Starliner’s CFT launch will mark the first time in 60 years that a rocket named Atlas has been used to carry humans into orbit. The most recent such use was Mercury-Atlas 9 with Faith 7 on May 15, 1963, which carried Gordon Cooper to a 34-hour mission in low Earth orbit.
The launch will also mark the first time in global space history that a woman will be a crewmember of the first crewed orbital flight of a new spacecraft type.
Orion
Nearby, at the Turn Basin at the Kennedy Space Center near the VAB, another set of teams, this time from the Department of Defense, NASA’s Johnson Space Center, and Air Force rescue personnel, were busy familiarizing themselves with crew recovery from an Orion capsule.
The two-week operation allowed teams to familiarize themselves with how the various NASA Equipment Package (NEP) recovery tools interface with Orion.
This is crucial to the overall familiarization strategy as it is the same equipment used to recover Crew Dragon and Starliner capsules.
Illustrating this, the stabilization collar element of the NEP does not fit fully around Orion given that Starliner and Dragon are smaller in overall base heatshield diameter.
The two-week training involved land-based familiarization before moving into controlled water operations in the protected environment of the Turn Basin.
Part of the test involved familiarization not only with nominal crew extraction at the end of a mission but also contingency rescue operations should a crewmember be injured during the flight.
According to Tim Goddard, NASA’s open water lead at the Johnson Space Center, if an astronaut were to be injured and immobilization was key to their comfort and stability during extraction, teams would need to place that crewmember on a stretcher.
Three sets of two-person teams — the first set inside the capsule, the second set at the capsule hatch, and a third set on the front porch of the NEP raft — will then remove the crewmember.

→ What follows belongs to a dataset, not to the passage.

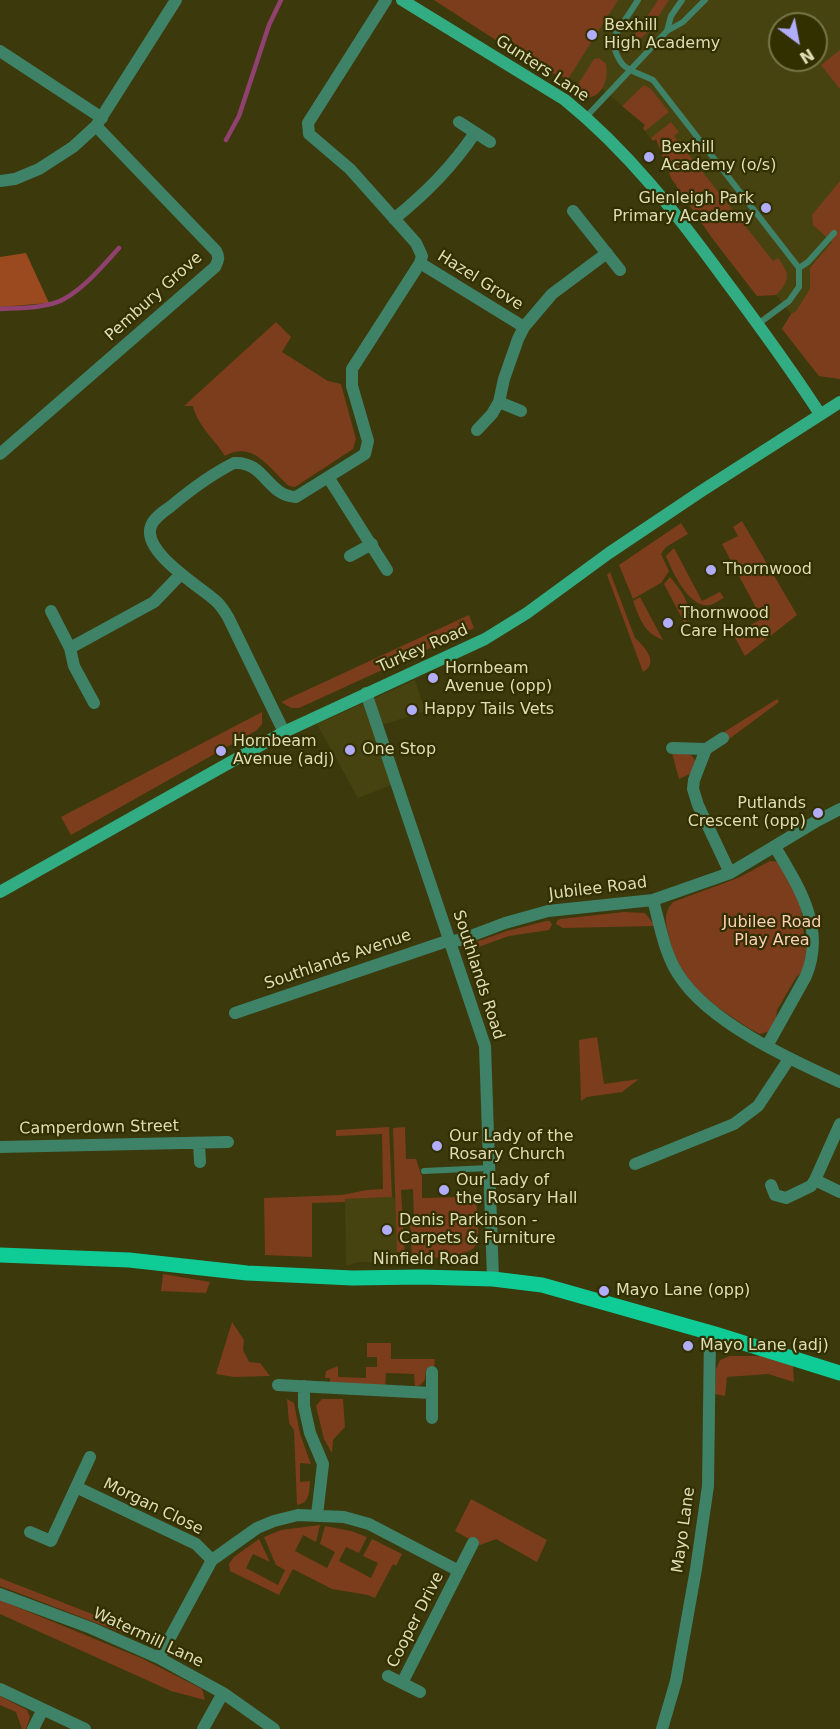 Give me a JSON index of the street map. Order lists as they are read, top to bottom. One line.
{"streets":{"main road":["Ninfield Road"],"street":["Gunters Lane","Hazel Grove","Pembury Grove","Turkey Road","Jubilee Road","Southlands Avenue","Southlands Road","Camperdown Street","Morgan Close","Mayo Lane","Cooper Drive","Watermill Lane"]},"crossings":[["Gunters Lane","Turkey Road"],["Turkey Road","Southlands Road"],["Jubilee Road","Southlands Avenue"],["Jubilee Road","Southlands Road"],["Southlands Avenue","Southlands Road"],["Southlands Road","Ninfield Road"],["Ninfield Road","Mayo Lane"],["Morgan Close","Cooper Drive"],["Cooper Drive","Watermill Lane"]],"parks":["Jubilee Road Play Area"],"places":["Bexhill High Academy","Bexhill Academy (o/s)","Glenleigh Park Primary Academy","Thornwood","Thornwood Care Home","Hornbeam Avenue (opp)","Happy Tails Vets","One Stop","Hornbeam Avenue (adj)","Putlands Crescent (opp)","Our Lady of the Rosary Church","Our Lady of the Rosary Hall","Denis Parkinson - Carpets & Furniture","Mayo Lane (opp)","Mayo Lane (adj)"],"north":"bottom right"}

Distribution of team members ensures that four hands are always on the stretcher as the crewmember is removed, both for the crewmember’s stability and to prevent an accidental loss of control of the stretcher.
In case control were lost, divers in the water would immediately assist, and the crewmember’s suit would provide the needed positive buoyancy while in the water — though a scenario like this is unlikely to happen given DoD para-rescue training and familiarity with difficult extractions at sea.
Goddard noted that these types of rescue operations — including high-angle and high-sea state recoveries — are types of rescues routinely practiced by the military para-rescue forces that would be involved in a crew recovery.
With operations complete in the Turn Basin, teams will now transport the Orion test article across the country for additional open-water training in the Pacific Ocean off the coast of San Diego in the summer timeframe.
Overall, this will fulfill DoD and NASA’s initial familiarization and training operations ahead of training with the Artemis II crew and the rescue forces assigned to that mission.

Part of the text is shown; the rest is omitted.